Just for fun, Joanna proposes a race between a turtle and a lobster that she extricates from a box. (Both are wind-up toys.) The winner, of course, is the one who moves most slowly. On this occasion, the lobster wins.
Moving from flâneurs to tourists, Joanna talks about the importance of adopting the “dépaysement” [removal from your native country, or alienation from the familiar] technique of the flâneur to one’s tourism. City walking, she says, allows us to “discard our everyday selves.” In order to see for ourselves, Joanna proposes a game. “I’ve often sat in a café in Paris,” she says, “and seen tourists, in groups or couples stop outside, trying to work out whether this might be a place they wanted to stop at or whether it could be too expensive, not cool enough or too cool… The café I happened to be in [when writing this talk] had a terrasse with walls on three sides and after being examined four or five times I felt a bit like I was on the telly – except that I could look back out of the screen which begs the question are they looking at us or are we looking at them?”

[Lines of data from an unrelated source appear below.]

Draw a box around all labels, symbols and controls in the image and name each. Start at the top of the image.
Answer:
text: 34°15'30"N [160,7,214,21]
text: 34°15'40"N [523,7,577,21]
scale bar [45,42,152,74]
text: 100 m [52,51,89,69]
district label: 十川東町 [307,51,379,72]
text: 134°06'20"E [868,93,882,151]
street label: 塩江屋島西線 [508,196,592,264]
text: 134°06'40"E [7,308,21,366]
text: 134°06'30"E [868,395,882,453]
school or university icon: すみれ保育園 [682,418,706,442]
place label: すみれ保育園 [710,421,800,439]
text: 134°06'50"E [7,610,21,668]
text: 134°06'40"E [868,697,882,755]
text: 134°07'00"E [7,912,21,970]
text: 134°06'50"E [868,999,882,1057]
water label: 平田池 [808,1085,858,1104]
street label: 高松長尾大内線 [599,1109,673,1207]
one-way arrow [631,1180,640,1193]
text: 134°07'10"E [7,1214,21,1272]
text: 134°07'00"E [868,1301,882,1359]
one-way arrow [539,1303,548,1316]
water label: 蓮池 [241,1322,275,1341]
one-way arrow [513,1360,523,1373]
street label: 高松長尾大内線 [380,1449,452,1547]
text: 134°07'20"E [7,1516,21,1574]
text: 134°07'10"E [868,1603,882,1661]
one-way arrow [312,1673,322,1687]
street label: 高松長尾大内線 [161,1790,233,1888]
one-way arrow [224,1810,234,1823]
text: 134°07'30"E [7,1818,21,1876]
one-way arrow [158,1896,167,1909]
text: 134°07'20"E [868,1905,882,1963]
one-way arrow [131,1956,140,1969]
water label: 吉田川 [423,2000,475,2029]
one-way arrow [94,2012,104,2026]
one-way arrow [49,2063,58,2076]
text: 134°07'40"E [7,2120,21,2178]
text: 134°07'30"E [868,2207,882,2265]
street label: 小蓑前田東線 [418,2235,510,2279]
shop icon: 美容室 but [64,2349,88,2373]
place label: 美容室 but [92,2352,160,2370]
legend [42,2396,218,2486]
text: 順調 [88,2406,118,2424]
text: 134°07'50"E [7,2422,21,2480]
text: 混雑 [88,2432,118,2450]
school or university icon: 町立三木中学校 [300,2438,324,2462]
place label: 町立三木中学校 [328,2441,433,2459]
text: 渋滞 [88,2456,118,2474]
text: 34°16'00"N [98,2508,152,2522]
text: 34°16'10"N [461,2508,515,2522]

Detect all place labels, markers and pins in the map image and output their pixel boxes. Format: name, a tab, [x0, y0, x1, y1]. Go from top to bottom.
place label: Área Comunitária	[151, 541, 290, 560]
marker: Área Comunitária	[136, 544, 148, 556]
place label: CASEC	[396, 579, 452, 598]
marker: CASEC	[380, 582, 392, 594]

Joanna offers a series of Situationist-type games out in the festival itself. She instructs those carrying backpacks to turn them around to the pack is carried on their fronts. She distributes tourist paraphernalia, including a rayon scarf and a t-shirt that say LONDON in big letters. One lucky guy gets to wear a British policeman’s helmet. Umbrella raised, she ushers the audience out of the tent and through the nearby field, stopping before a drink stand selling £5 bellinis in an alarming range of flavours. We stop and watch the men as they serve two girls in leggings. They become uncomfortable, and laugh nervously, as Joanna analyzes their menus aloud. We all find this hilarious. “Now turn to the person to your left and take their picture.” We obey. Here is the woman standing to my left:
“Now take pictures with each other.”
With that, the talk was over. We got to chatting with the guy in the tuxedo, who, it turned out, was a budding psychogeographer, having walked from London to Yorkshire with a friend who insisted on carrying his cello on his back the entire way, in spite of the weight and resulting boils, without playing it once. A sylph-like young girl in a fur coat and dark lipstick came to his side; they made a handsomely eccentric pair. We left them then, and went off to split a bottle of Sancerre and toast to a successful talk. The festival was winding down; we saw fewer familiar faces. People were beginning to leave. Too exhausted to dance to the Bhangra sounds of RSVP, we spread ourselves out on the grass outside the Big Top and bobbed to the beat from the ground. And then, as we lay there on our backs, looking up at the sky, feeling, as Joanna said, “the circumference of the world,” the One Minute Disco people appeared out of nowhere and began to boogie around our heads.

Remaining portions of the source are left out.